Cross checks: “The process of creating synthetic diamonds is very different from the way natural diamonds are created, so there’s potentially a great variety of distinguishing characteristics,” says Shigley.
But most researchers believe they will have to create an instrument that measures several characteristics to act as cross checks, perhaps using fluorescence first, then testing for another characteristic to ensure no naturals with unusual florescence are tagged as synthetic. Most synthetics have a distinctive yellowish green fluorescence, but there’s a big variation within yellow stones and an even bigger variation within colorless material, says GIA researcher Emmanuel Fritsch.
The fluorescence test is appealing because it would lend itself well to screening large parcels. Much of the concern over synthetics centers on smaller diamonds because they are easier to create and much less likely to be checked by a gem lab.
But the need for a second or even third corroborative test poses a challenge. “I don’t think there’s a way to simplify the process to a needle that has a red zone for synthetics and a green zone for naturals,” says Fritsch.
Despite the flurry of activity to create a synthetics detector, commercial quantities of man-made gem diamonds are still some years off, says Michael Grantham, market liaison for De Beers’ marketing arm, the Central Selling Organisation.
General Electric and Sumitomo Electric produce potentially cuttable synthetic diamonds for industry, and several Russian groups are making such stones. Small quantities of yellowish synthetic diamonds from Russia reportedly have leaked into the trade. In fact, Tairus, a Russian-Thai venture, sold 30 synthetic diamonds to GIA at the JCK International Jewelry Show held in Las Vegas, Nev., in June. But GIA President William Boyajian says they were not part of a commercial line.

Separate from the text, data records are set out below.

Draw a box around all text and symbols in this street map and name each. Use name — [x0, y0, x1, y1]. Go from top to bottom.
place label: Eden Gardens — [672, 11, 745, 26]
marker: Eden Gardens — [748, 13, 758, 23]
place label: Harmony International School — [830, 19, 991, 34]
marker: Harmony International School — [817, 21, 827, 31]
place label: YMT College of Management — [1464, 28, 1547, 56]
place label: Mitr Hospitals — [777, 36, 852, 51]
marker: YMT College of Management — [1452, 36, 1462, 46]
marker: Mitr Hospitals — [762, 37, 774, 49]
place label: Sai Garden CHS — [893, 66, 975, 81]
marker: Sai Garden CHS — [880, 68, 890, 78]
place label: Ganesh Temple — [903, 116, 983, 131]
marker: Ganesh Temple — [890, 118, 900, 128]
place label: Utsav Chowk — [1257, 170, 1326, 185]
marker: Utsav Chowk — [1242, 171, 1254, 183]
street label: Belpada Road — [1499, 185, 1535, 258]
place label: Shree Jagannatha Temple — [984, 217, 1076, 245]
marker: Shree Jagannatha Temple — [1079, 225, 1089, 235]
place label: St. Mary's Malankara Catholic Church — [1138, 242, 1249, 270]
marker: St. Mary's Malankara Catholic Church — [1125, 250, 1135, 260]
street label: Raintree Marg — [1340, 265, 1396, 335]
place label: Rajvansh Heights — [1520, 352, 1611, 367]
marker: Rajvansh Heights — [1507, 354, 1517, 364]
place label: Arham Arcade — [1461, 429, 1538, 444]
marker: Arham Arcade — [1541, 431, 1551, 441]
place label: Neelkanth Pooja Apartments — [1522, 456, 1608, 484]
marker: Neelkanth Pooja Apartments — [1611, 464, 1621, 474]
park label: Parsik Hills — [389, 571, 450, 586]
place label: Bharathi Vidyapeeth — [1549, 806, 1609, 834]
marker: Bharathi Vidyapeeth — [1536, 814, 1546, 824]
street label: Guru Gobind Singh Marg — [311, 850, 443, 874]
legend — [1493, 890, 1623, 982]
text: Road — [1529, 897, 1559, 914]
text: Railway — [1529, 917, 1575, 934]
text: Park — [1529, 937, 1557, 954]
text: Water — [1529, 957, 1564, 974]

In addition, Chatham Created Gems of San Francisco, Cal., has announced it will market a line of colorless synthetic diamonds from Russia. But that effort remains plagued by production problems.

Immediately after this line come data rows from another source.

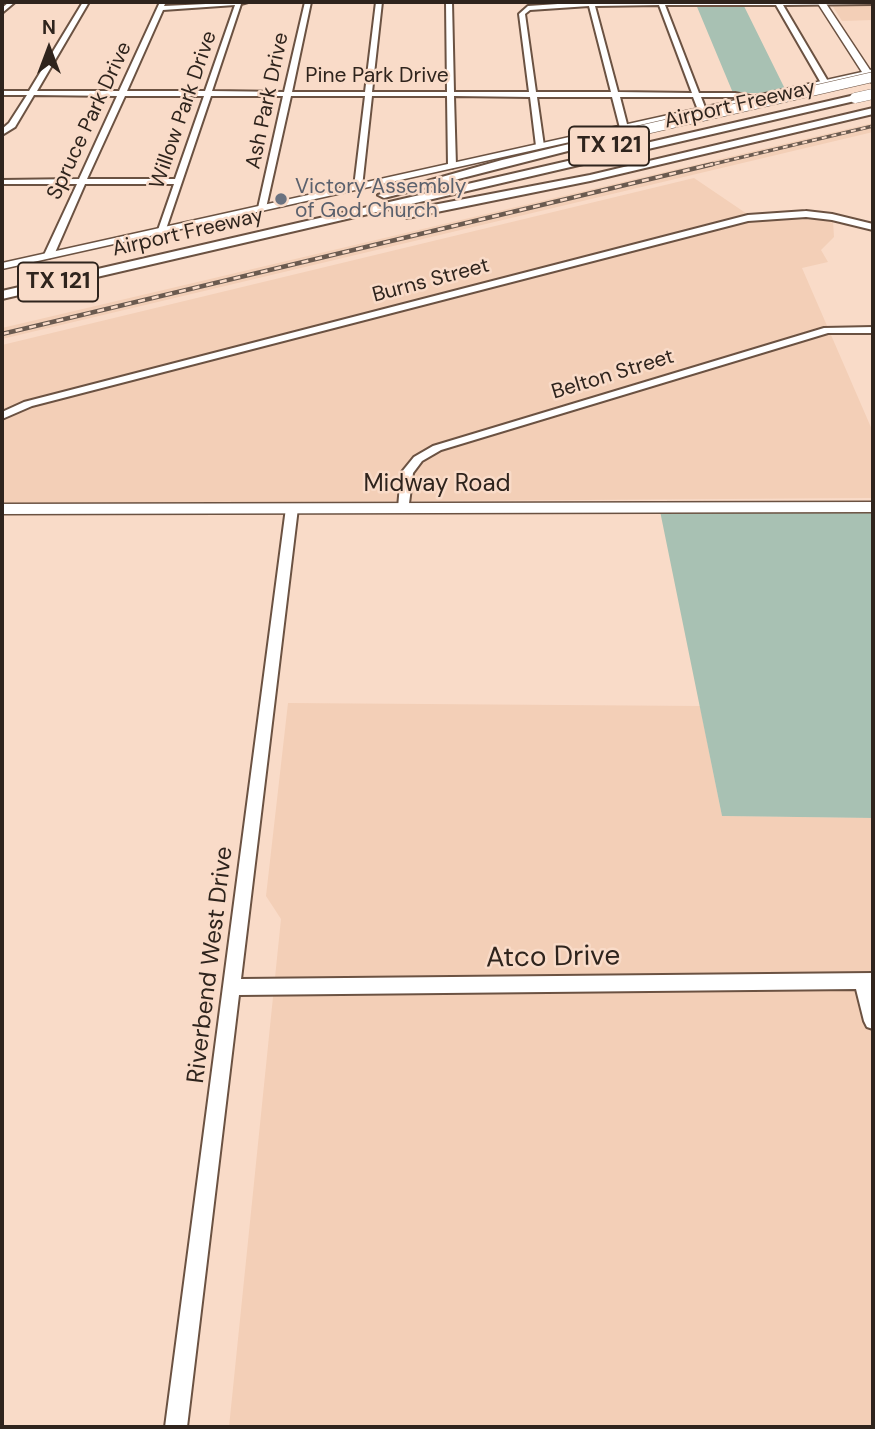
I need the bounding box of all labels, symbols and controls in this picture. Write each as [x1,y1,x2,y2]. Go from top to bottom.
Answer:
north arrow [14,14,84,84]
text: N [42,15,56,40]
street label: Willow Park Drive [145,28,223,192]
street label: Ash Park Drive [241,30,295,172]
street label: Spruce Park Drive [42,38,138,204]
street label: Pine Park Drive [305,63,449,89]
street label: Airport Freeway [662,75,818,135]
road number: TX 121 [569,127,649,166]
place label: Victory Assembly of God Church [295,174,466,224]
marker: Victory Assembly of God Church [273,191,289,207]
street label: Airport Freeway [110,203,266,263]
street label: Burns Street [370,253,492,309]
road number: TX 121 [18,262,98,302]
street label: Belton Street [549,344,677,406]
street label: Midway Road [363,471,511,499]
street label: Riverbend West Drive [182,845,240,1085]
street label: Atco Drive [486,940,620,976]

Continuing problems: Delegates at the meeting also debated two current problems facing the diamond trade: low profits and Russian diamond sales outside of the CSO.
WFDB President Eli Izhakoff says a warming in relations between De Beers and the head of the Russian State Committee on Precious Stones, Evgeny Bytchkov, that began at a meeting in Russia in June continued at the WFDB meeting. However, diamond dealers at the latter meeting remained concerned enough that they implored the Russians to cooperate with De Beers to maintain stability in the diamond market.
“The world diamond leadership has consistently demonstrated a willingness to put aside national interests and join together in partnership to confront every issue of common concern,” says Roisen. “What has kept this business thriving and well is undoubtedly single-channel distribution through the CSO.”
Bytchkov has said Russia wants to keep the diamond market stable, but also wants to maximize the return from its diamond resources through joint manufacturing ventures and local polishing operations.
On the continuing struggle against low profits, De Beers Vice Chairman Nicky Oppenheimer says that blaming the Russians and the CSO for the problem touches only the supply side. On the demand side, he says, pricing power has shifted to consumers because of intense price competition.
Izhakoff warns that continued low profits are sapping confidence in the industry among banks and causing many dealers to shift capital out of the industry into more lucrative ventures.